Professional Bio
EDUCATION:
Humboldt State University, Arcata, CA, 1980 BA Biology
Purdue University, West Lafayette, IN, 1985 PhD Molecular Biology
The Johns Hopkins School of Medicine, Baltimore, MD, 1989 Post Doc Neuroscience
POSITIONS:
1989-1997: Assistant Professor, University of Miami School of Medicine, Department of Physiology and Biophysics
1997-2003: Assoc. Professor, University of Miami School of Medicine, Department of Physiology and Biophysics
1990-2003: Faculty Member, Neuroscience Program, University of Miami School of Medicine
1991-2003: Secondary Appointment, Department of Biochemistry and Molecular Biology, University of Miami School of Medicine
2000-2003: Member, University of Miami School of Medicine Cancer Center, Tumor Cell Biology Program
2003-present: Associate Professor, University of Rochester School of Medicine, Department of Neurobiology and Anatomy
2003-present: Secondary Appointment, University of Rochester School of Medicine, Department of Physiology and Pharmacology
HONORS:
1987-1989 NIH NRSA Individual Postdoctoral Fellowship Award
1994-1995 Stanley Glaser Research Award, University of Miami School of Medicine
1996 UM Dean's Award for Excellence in Research and Creativity; Outstanding Graduate Mentor
Patient Care Bio
RESEARCH:
Signal Transduction at Neuropeptide Receptors
Our laboratory studies the neuropeptide calcitonin gene-related peptide (CGRP). Originally discovered as an alternatively-spliced variant of the calcitonin mRNA, CGRP is one of the most potent vasodilators known. As a vasodilator, CGRP has both peripheral and central effects. One of the most notable effects of CGRP is its causative effect of migraine on the cerebral vasculature, and stable synthetic antagonists have been recently developed and are in Stage III clinical trials for migraine treatment. CGRP also suppresses immune function, is involved in pain perception, and has further central role in the development of tolerance to opiates.

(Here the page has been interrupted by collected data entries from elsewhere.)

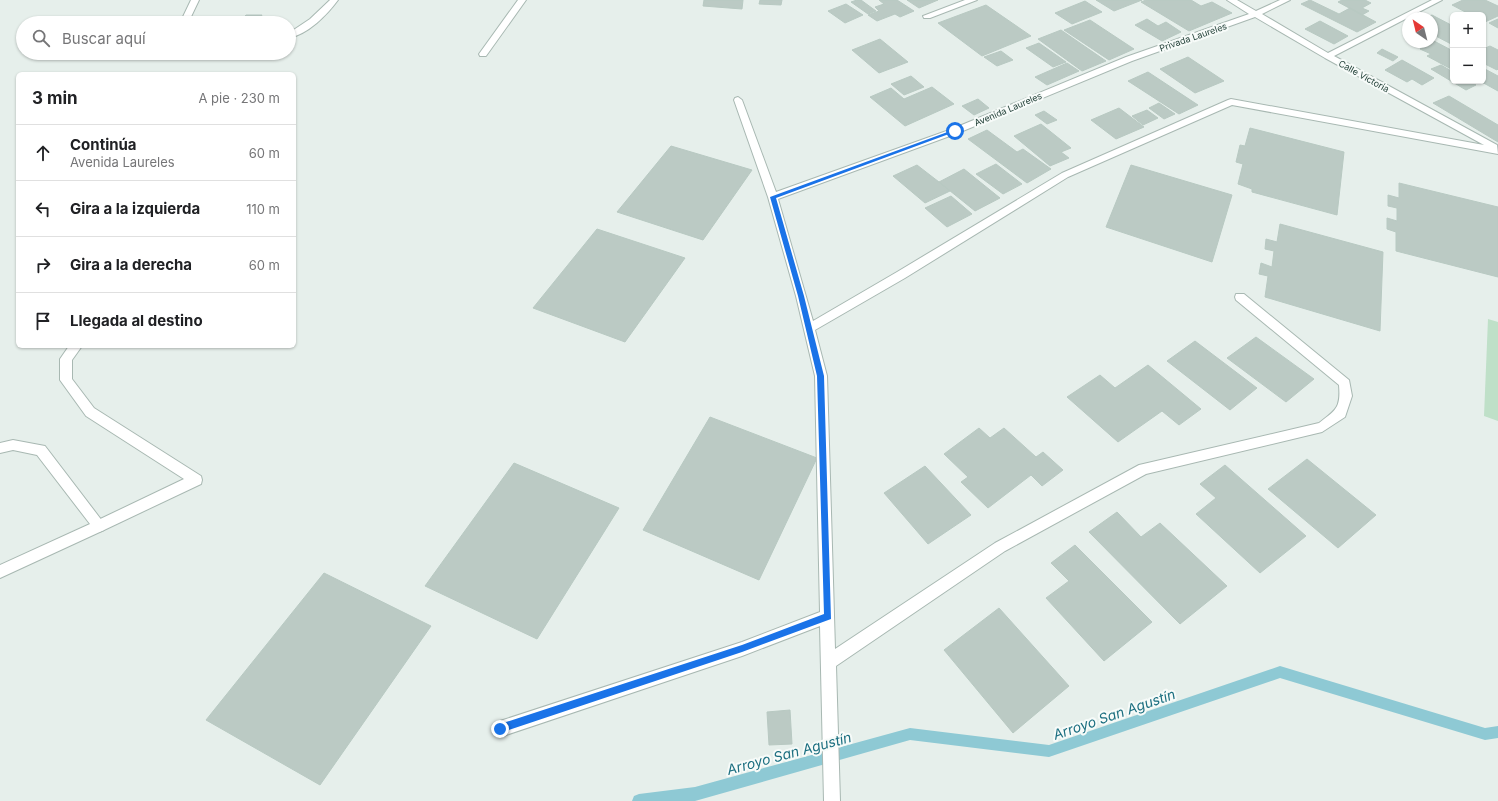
<!DOCTYPE html>
<html lang="es">
<meta charset="utf-8">
<style>
:root{--surface:#fff;--page:#f6f6f6;--text:#202124;--muted:#757577;--line:#e0e0e0}
body{margin:0;font-family:Inter,sans-serif;background:var(--page);color:var(--text)}
.controls{position:absolute;right:12px;top:12px;display:grid;overflow:hidden;border-radius:6px;box-shadow:0 1px 3px #0004}
.controls button{width:36px;height:36px;display:grid;place-items:center;padding:0;border:0;border-bottom:1px solid var(--line);background:var(--surface);color:var(--text);font:20px sans-serif}
.compass{position:absolute;left:1402px;top:12px;width:36px;height:36px;border-radius:50%;background:var(--surface);box-shadow:0 1px 3px #0004;rotate:325deg}
.stop{position:absolute;width:12px;height:12px;margin:-9px;border:3px solid #1a73e8;border-radius:50%;background:#fff}
.stop.end{background:#1a73e8;border-color:#fff;box-shadow:0 1px 4px #0008}
.list{margin:0;padding:0;list-style:none}
h2{display:flex;justify-content:space-between;align-items:center;height:52px;margin:0;padding:0 16px;font-size:17px}
h2 small{font-size:13px;font-weight:400;color:var(--muted)}
.list li{display:grid;grid-template-columns:26px 1fr auto;gap:12px;align-items:center;box-sizing:border-box;height:56px;padding:0 16px;border-top:1px solid var(--line)}
.list b{display:block;font-size:15px;white-space:nowrap}
.list p{margin:0;font-size:13px;white-space:nowrap;color:var(--muted)}
.list em{font-size:13px;font-style:normal;color:var(--muted)}
.icon{flex:none;width:22px;height:22px;fill:none;stroke:currentColor;stroke-width:2;stroke-linecap:round;stroke-linejoin:round}
.map{position:relative;flex:none;width:1498px;height:801px;overflow:hidden}
.search{position:absolute;background:var(--surface);box-shadow:0 1px 3px #0004;left:16px;top:16px;width:280px;height:44px;display:flex;align-items:center;gap:10px;box-sizing:border-box;padding:0 14px;border-radius:22px;color:var(--muted);font-size:15px}
.panel{position:absolute;background:var(--surface);box-shadow:0 1px 3px #0004;left:16px;top:72px;width:280px;height:276px;border-radius:6px}
.map>svg:first-child{display:block}
</style>
<div class="map">
<svg width="1498" height="801" viewBox="0 0 1498 801">
<rect width="100%" height="100%" fill="#e6efeb"/>
<!-- green -->
<path fill="#bfe0c8" d="M1488 319 1498 322V421L1484 416Z"/>
<g fill="none" stroke-linecap="round" stroke-linejoin="round">
<!-- stream -->
<path fill="#8ec9d4" fill-rule="evenodd" d="M1280 666 1485 728 1498 726V738L1485 740 1280 678 1049 757 910 740 695 801H632L634 796 639 794 695 787 910 728 1049 745Z"/>
</g>
<!-- building -->
<path fill="#bbcac4" stroke="#b8c9c2" d="M704 0H743L742 9 703 6Z
M760 0H782L781 5 759 4Z
M857 0H861L876 11 868 14 851 2Z
M879 0H897L914 11 900 17 895 14 877 21 868 15 879 11 875 7 884 4Z
M907 0H938L919 8Z
M1096 0H1142L1114 11Z
M1146 0H1191L1201 6 1212 2 1232 13 1189 31 1141 2Z
M1310 0 1339 14 1350 8 1376 22 1357 32 1301 4Z
M1342 0H1365L1371 3 1362 8 1369 11 1362 15 1338 2Z
M1463 0H1485L1498 6V16L1485 22 1483 21V15H1471L1452 5Z
M1085 1 1102 12 1072 24 1055 13Z
M846 4 863 15 845 23 828 11Z
M986 5 1031 36 982 56 938 23Z
M246 15H262L258 23H238Z
M1432 15 1453 26 1449 29 1453 32V45L1432 34V18H1424Z
M1147 19 1158 26 1166 22 1181 32 1162 41 1135 25Z
M1498 19V28L1489 23Z
M1090 20 1134 49 1109 60 1064 30Z
M1320 21 1348 36 1334 44 1305 29Z
M1061 30 1106 61 1082 71 1038 39Z
M880 39 908 62 879 73 852 50Z
M1434 41 1453 51V70L1427 56 1431 54 1420 49Z
M1039 43 1066 62 1053 67 1026 48Z
M1490 46 1498 50V69L1497 70 1483 63V49Z
M1382 49 1398 57 1393 61 1377 53Z
M1001 51 1013 60 997 66 984 57Z
M1188 57 1224 81 1195 93 1160 69Z
M1402 60 1434 78 1422 85 1412 79 1407 82 1385 70Z
M1067 63 1079 71 1047 85 1035 77Z
M1441 65 1453 72V81H1469L1476 85 1466 90 1431 69Z
M1483 68 1498 76V91L1480 81H1483Z
M1148 72 1198 105 1179 114 1128 81Z
M911 76 924 87 904 95 891 84Z
M932 87 954 104 905 126 870 97 891 88 904 99Z
M1449 96 1498 125V142L1433 103Z
M978 99 989 108 974 115 962 106Z
M1159 103 1175 114 1164 119 1149 108Z
M1119 108 1144 127 1116 139 1091 120Z
M1147 110 1158 118 1143 125 1132 116Z
M1044 111 1057 120 1047 124 1035 115Z
M1041 124 1071 148 1061 152 1069 158 1050 166 1014 136Z
M1250 128 1344 152 1337 215 1252 192V189L1238 184 1243 164 1236 162 1240 145 1245 146Z
M987 130 1017 152 1023 149 1051 169 1027 183 968 139Z
M671 146 752 170 703 240 617 212Z
M996 164 1022 184 1003 194 976 174Z
M917 165 939 182 950 191 925 203 893 176Z
M1131 165 1232 195 1212 262 1106 227Z
M964 169 1000 198 975 211 939 182Z
M1399 183 1498 207V277L1396 251V232L1387 229V218L1397 221V208L1388 206V195L1399 198Z
M951 196 972 214 947 227 925 208Z
M1280 224 1383 252 1380 331 1265 297 1268 276 1259 274 1261 263 1272 267 1274 251 1265 249 1266 239 1277 242Z
M597 229 685 258 625 342 533 308Z
M1256 337 1314 379 1286 402 1227 358Z
M1195 341 1257 388 1230 410 1167 361Z
M1148 365 1201 409 1179 425 1162 411 1118 442 1067 397 1100 375 1115 388Z
M710 417 817 458 759 580 643 530Z
M979 428 990 438 1004 428 1036 457 1043 452 1063 470 1042 486 1031 475 988 508 961 482 968 477 944 454Z
M1307 459 1376 515 1338 548 1268 489Z
M514 463 619 508 537 639 425 586Z
M1225 465 1306 536 1260 573 1196 514 1216 498 1200 484Z
M925 466 971 515 928 544 884 493Z
M1117 512 1141 537 1160 523 1227 586 1180 624 1089 532Z
M1075 545 1152 622 1104 661 1046 598 1069 581 1051 563Z
M324 573 431 626 320 785 206 720Z
M999 608 1069 686 1013 733 944 650Z
M790 710 792 744 769 745 767 712Z"/>
<g fill="none" stroke-linecap="round" stroke-linejoin="round">
<defs>
<path id="lane" d="M69 346H82L72 360V379L94 408 201 476 202 480 201 484 104 530 99 532 94 530 92 526 94 522 184 479 86 416 60 380V359Z"/>
<path id="street" d="M191 0H199L188 23H180Z
M330 0H338C327 15 308 34 289 38V33L310 19Z
M518 0H526L486 56H480L479 54Z
M965 0H977L930 18H924L923 16Z
M1227 0H1237L1256 11 1280 0H1290L1262 14 1328 53 1432 0H1442L1334 56 1497 145 1498 154 1232 105 1068 177 905 278 815 330 827 376 835 649 995 543 1139 465 1319 423C1336 410 1341 408 1339 385L1236 300 1235 297 1236 294H1244L1349 380 1352 396 1345 417 1322 432 1146 474 1005 551 836 666 840 801H824L820 626 742 656 500 737 495 734 492 729 495 724 500 721 742 642 820 612 815 376 796 296 768 197 734 100 735 98 738 97 742 100 776 192 952 129 1126 57 1249 14ZM1255 17 1325 58 1484 145 1231 99 1228 100 1062 173 897 272 813 321 778 199 958 133 1132 61Z
M13 440 45 446 106 526 104 530 0 578V565L90 524 37 455 13 450 0 453V443Z"/>
</defs>
<!-- lane casing -->
<use href="#lane" stroke="#a8b8b2" stroke-width="2"/>
<!-- street casing -->
<use href="#street" stroke="#a8b8b2" stroke-width="2"/>
<!-- lane -->
<use href="#lane" fill="#fff" fill-rule="evenodd"/>
<!-- street -->
<use href="#street" fill="#fff" fill-rule="evenodd"/>
</g>
<!-- route -->
<path fill="#1a73e8" d="M953 130 957 131 776 198 804 296 824 376 831 619 742 652 500 733 497 732 496 729 497 726 500 724 742 645 824 614 817 376 798 296 770 197Z"/>
<g text-anchor="middle" dominant-baseline="central" stroke-width="4" stroke-linejoin="round" paint-order="stroke">
<!-- far-street labels -->
<g font-size="9" fill="#24423a" stroke="#f7fbf9">
<text transform="translate(1193 37) rotate(-19)">Privada Laureles</text>
<text transform="translate(1364 76) rotate(29)">Calle Victoria</text>
<text transform="translate(1008 109) rotate(-23)">Avenida Laureles</text>
</g>
<!-- near-water labels -->
<g font-size="14" font-style="italic" fill="#1c6f80" stroke="#f7fbf9">
<text transform="translate(1114 714) rotate(-19)">Arroyo San Agustín</text>
<text transform="translate(789 753) rotate(-15)">Arroyo San Agustín</text>
</g>
</g>
</svg>
<div class="controls">
<button>+</button>
<button>−</button>
</div>
<svg class="compass" viewBox="-18 -18 36 36"><path d="M0-13l5 13h-10z" fill="#e53935"/><path d="M0 13l5-13h-10z" fill="#757577"/></svg>
<div class="stop" style="left:955px;top:131px"></div>
<div class="stop end" style="left:500px;top:729px"></div>
<div class="search"><svg class="icon" aria-label="search" viewBox="0 0 24 24"><circle cx="10" cy="10" r="6"/><path d="M15 15l6 6"/></svg>Buscar aquí</div>
<section class="panel">
<h2>3 min<small>A pie · 230 m</small></h2>
<ul class="list">
<li><svg class="icon" aria-label="ahead" viewBox="0 0 24 24"><path d="M12 20V5M6 11l6-6 6 6"/></svg><div><b>Continúa</b><p>Avenida Laureles</p></div><em>60 m</em></li>
<li><svg class="icon" aria-label="left" viewBox="0 0 24 24"><path d="M17 20v-9H6M10 6l-5 5 5 5"/></svg><div><b>Gira a la izquierda</b></div><em>110 m</em></li>
<li><svg class="icon" aria-label="right" viewBox="0 0 24 24"><path d="M7 20v-9h11M14 6l5 5-5 5"/></svg><div><b>Gira a la derecha</b></div><em>60 m</em></li>
<li><svg class="icon" aria-label="arrive" viewBox="0 0 24 24"><path d="M6 21V4h12l-3 4 3 4H6"/></svg><div><b>Llegada al destino</b></div></li>
</ul>
</section>
</div>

Recently, we have discovered that CGRP is a potent stimulator of glioma and metastatic breast cancer tumor cell growth. In collaboration with Dr. Edward Brown (Biomedical Engineering) we have observed remarkable increases in tumor cell growth rates in response to CGRP incubation. These data suggest that the CGRP receptor system represents an important new target for these types of cancer for which therapy is currently limited.
The CGRP receptor is unique for G protein-coupled receptors (GPCR) in that it requires three proteins for function: calcitonin-like receptor (CLR), a stereotypical GPCR with 7 hydrophobic transmembrane domains; receptor activity modifying protein (RAMP1), a single transmembrane accessory protein that targets CLR to the cell surface and confers pharmacologic specificity, and CGRP receptor component protein (RCP) which couples the CLR/RAMP1 complex to the cellular signaling pathway.
Our laboratory is investigating the mechanism of RCP action by: (1) determining the molecular/ biochemical requirements for RCP function, (2) determining the proteins that interact with RCP in a functional receptor complex using proteomic strategies, (3) determining the role of RCP and CGRP in vivo, using targeted homologous recombination to generate transgenic RCP knockout mice.
In addition, we are applying the biochemical reagents made in the first three areas of interest to directly test the role of the CGRP receptor in glioma and breast cancer proliferation, with the long-term goal of identifying novel protein interactions required for CGRP receptor function as targets for future anti-cancer drug development.